Opinion

New Non-Binary Emojis Fall Short of Their Good Intentions

While the announcement might be a step in the right direction, it inadvertently reinforces even more gender stereotypes, limiting nonbinary individuals to greyish androgynous figures defined primarily by their haircuts.

New emojis released with iOS 13.2 (courtesy of the Emojipedia Blog)

Last week, Apple announced the release of non-binary options to supplement the emoji humanoid characters such as airline pilots, royalty, firefighters, and artists. Now you can communicate doing all those things without having to commit to long or short hair, or gendered clothing, or oppressively masculine or feminine eyebrows. You can be really SEEN as the nonbinary individual you are — which according to iOS 13.2, is as a person of mid-length haircut maybe wearing a touch of mascara but not definitely.

Some feel this expansion of the emoji catalogue (a move first made by Google some six months ago) is a step in the right direction in terms of shattering the oppressive and performative aspects of gender. But others feel that it inadvertently reinforces even more gender stereotypes, limiting nonbinary individuals to greyish androgynous figures defined primarily by their haircuts.

At the risk of sounding like an old man yelling at a cloud here, I’m going to argue that PERHAPS the real crux of the issue is that identifying as nonbinary represents a rejection of social constructs in a way that is so nuanced it cannot be summed up by a little cartoon character that we use in lieu of language. That some concepts actually have to be talked about and processed, and then fucked up and then practiced some more, and then talked about MORE. (Which is to say, YES you really have to accept they/them as a singular pronoun, and YES you have to stop watching porn that spurs body dysphoria, and no one should be differently compensated in terms of our labor economy — CAN WE GET AN EMOJI FOR THAT??? Someone get Google on the case, they are obviously so woke.)

So, yes, representation is important. More haircut emojis? Great, why not? Does it help with anything? No, it’s just Capitalism doing the Capitalist thing, where it co-opts identity and sells it back to a public ever-clamoring for more customized virtual experiences to shove into the void of lost human connection. We can’t even truly argue the value inasmuch as it might spark interesting conversation, because we don’t talk to each other as much as we used to — our experience is progressively limited by what can be communicated in generalized imagery like emojis and GIFs. Have you been on a dating app lately? People who identify as men often seem to think that sending GIFs is a form of relationship-building. WHAT DO THEY MEAN, GUYS? USE YOUR WORDS, this critic yelled at a cloud, before retreating to life at a convent.

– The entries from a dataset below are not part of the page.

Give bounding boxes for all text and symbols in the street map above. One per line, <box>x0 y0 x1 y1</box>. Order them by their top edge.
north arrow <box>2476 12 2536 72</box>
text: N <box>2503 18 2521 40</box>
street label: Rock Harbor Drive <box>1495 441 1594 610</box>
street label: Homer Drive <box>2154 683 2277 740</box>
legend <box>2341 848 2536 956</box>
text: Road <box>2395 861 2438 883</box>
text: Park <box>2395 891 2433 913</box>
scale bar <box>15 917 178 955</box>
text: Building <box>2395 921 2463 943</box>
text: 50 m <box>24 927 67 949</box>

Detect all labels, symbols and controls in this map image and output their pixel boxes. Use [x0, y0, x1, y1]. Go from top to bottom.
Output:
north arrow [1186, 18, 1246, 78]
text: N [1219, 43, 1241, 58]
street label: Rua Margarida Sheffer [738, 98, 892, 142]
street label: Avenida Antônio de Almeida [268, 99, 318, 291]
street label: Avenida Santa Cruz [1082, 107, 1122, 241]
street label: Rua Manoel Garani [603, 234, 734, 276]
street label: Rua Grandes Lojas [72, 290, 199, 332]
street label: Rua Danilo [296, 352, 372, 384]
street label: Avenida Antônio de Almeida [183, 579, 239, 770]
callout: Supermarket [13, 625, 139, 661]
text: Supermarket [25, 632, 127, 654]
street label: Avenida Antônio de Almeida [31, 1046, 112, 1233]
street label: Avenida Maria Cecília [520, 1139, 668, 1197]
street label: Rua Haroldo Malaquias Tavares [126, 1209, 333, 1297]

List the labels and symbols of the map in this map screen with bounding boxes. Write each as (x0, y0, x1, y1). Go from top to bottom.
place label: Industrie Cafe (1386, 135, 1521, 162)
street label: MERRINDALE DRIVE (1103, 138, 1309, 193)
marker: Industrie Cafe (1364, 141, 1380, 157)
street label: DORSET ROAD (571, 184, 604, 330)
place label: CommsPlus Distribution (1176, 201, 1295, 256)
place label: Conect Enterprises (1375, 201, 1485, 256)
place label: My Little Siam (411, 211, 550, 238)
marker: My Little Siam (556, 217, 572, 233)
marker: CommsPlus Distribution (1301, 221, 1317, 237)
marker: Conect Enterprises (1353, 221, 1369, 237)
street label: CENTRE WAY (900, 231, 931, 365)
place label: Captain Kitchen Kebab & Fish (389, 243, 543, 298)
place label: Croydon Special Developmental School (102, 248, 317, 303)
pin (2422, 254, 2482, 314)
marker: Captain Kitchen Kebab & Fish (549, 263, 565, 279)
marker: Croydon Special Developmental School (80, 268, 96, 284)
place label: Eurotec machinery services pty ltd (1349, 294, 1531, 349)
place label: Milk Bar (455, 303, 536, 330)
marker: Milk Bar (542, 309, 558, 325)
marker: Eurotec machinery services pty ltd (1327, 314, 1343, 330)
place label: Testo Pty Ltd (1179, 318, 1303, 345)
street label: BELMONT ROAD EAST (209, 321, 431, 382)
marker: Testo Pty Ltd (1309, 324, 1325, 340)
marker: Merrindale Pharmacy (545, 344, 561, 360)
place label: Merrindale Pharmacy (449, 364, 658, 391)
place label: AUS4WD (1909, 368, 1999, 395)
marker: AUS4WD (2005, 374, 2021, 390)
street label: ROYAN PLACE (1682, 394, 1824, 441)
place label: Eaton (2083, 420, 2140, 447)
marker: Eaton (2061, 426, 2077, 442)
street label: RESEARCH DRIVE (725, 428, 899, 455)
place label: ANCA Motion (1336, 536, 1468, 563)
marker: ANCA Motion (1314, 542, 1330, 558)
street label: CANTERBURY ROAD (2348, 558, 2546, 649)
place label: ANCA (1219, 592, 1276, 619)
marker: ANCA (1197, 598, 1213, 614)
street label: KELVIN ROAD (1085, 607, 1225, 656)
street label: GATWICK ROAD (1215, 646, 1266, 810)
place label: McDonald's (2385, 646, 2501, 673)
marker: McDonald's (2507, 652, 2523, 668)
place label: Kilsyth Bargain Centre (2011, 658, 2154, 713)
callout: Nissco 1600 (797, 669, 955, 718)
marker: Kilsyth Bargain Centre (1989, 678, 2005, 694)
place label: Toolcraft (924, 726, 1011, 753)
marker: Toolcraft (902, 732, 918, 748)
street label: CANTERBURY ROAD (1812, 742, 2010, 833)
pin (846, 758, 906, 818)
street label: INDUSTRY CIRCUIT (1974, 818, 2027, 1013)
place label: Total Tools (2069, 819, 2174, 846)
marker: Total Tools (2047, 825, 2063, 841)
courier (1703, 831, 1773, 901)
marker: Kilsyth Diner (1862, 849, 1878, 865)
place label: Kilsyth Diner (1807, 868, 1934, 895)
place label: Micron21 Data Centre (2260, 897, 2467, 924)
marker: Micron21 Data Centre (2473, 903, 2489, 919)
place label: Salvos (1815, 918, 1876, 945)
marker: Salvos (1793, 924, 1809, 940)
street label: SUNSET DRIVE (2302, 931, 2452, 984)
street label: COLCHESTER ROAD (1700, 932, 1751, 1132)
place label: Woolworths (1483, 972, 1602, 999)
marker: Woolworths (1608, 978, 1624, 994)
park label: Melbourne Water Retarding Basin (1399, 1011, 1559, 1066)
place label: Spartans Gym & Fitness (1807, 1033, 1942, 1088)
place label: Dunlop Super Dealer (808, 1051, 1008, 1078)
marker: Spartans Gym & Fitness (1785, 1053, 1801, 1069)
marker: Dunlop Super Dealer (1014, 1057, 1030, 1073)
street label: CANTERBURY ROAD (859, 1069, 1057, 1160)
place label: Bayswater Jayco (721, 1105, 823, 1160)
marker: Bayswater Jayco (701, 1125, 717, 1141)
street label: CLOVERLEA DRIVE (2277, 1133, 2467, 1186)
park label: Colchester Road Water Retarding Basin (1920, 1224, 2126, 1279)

All hail the gender-neutral Bowie!

The absolutely funniest part of this expanded emoji vocabulary, to me, is the new David Bowie character. Before, there was boy-Bowie and girl-Bowie, but now there is a neu-Bowie. Guys … any David Bowie emoji IS the gender-neutral emoji. The fact that you are trying to stratify the gender of Bowies is all the proof necessary that whoever is in charge of emojis DOES NOT GET IT.